Problem to work on
Please say how many lines in the records below contain the word "Give", giving only the number.

** Opening Material supplied block **

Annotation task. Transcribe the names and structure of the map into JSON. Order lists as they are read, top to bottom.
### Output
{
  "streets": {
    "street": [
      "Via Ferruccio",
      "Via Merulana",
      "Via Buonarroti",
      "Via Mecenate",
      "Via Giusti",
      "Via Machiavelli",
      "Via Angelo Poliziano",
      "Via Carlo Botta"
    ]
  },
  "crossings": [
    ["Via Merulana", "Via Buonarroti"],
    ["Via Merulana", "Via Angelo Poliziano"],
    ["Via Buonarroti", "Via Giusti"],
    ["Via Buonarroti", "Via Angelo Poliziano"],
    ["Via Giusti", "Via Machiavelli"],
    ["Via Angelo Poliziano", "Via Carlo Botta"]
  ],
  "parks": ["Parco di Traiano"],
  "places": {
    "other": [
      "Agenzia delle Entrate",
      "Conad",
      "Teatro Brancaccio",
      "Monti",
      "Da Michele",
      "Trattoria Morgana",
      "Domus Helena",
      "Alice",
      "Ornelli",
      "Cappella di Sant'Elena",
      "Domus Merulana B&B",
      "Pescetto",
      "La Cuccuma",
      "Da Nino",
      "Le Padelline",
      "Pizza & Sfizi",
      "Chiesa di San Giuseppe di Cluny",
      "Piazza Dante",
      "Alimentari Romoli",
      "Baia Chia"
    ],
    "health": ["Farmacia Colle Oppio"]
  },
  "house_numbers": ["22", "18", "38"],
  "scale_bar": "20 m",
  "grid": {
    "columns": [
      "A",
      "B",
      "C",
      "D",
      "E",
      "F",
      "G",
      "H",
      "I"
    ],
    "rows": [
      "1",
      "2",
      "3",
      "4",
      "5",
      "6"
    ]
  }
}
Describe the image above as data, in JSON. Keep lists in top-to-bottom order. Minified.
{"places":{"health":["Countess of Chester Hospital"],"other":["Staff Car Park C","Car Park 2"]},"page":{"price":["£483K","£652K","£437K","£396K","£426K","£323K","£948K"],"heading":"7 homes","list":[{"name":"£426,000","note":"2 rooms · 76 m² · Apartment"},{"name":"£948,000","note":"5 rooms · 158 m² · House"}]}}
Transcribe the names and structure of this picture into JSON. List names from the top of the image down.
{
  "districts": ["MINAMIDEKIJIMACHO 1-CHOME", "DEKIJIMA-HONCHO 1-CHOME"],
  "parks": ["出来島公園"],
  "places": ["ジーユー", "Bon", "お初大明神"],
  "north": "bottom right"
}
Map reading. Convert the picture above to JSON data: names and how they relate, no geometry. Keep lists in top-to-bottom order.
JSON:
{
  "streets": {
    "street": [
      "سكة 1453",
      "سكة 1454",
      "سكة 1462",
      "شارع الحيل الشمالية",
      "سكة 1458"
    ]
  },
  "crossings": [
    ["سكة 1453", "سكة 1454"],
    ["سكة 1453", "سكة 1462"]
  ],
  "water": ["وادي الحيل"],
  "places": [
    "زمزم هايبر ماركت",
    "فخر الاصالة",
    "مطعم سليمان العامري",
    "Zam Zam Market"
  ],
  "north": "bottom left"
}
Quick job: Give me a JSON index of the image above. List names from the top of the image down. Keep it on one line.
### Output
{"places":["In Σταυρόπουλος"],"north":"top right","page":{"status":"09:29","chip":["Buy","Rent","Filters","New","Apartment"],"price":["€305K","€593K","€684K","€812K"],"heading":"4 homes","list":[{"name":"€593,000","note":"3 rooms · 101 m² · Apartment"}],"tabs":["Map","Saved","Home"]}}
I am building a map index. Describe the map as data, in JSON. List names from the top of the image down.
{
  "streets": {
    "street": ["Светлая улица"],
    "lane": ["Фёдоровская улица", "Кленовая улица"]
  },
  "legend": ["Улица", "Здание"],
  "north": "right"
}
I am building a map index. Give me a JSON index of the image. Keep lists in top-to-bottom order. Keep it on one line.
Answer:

** Closing Material supplied block **

Answer space
2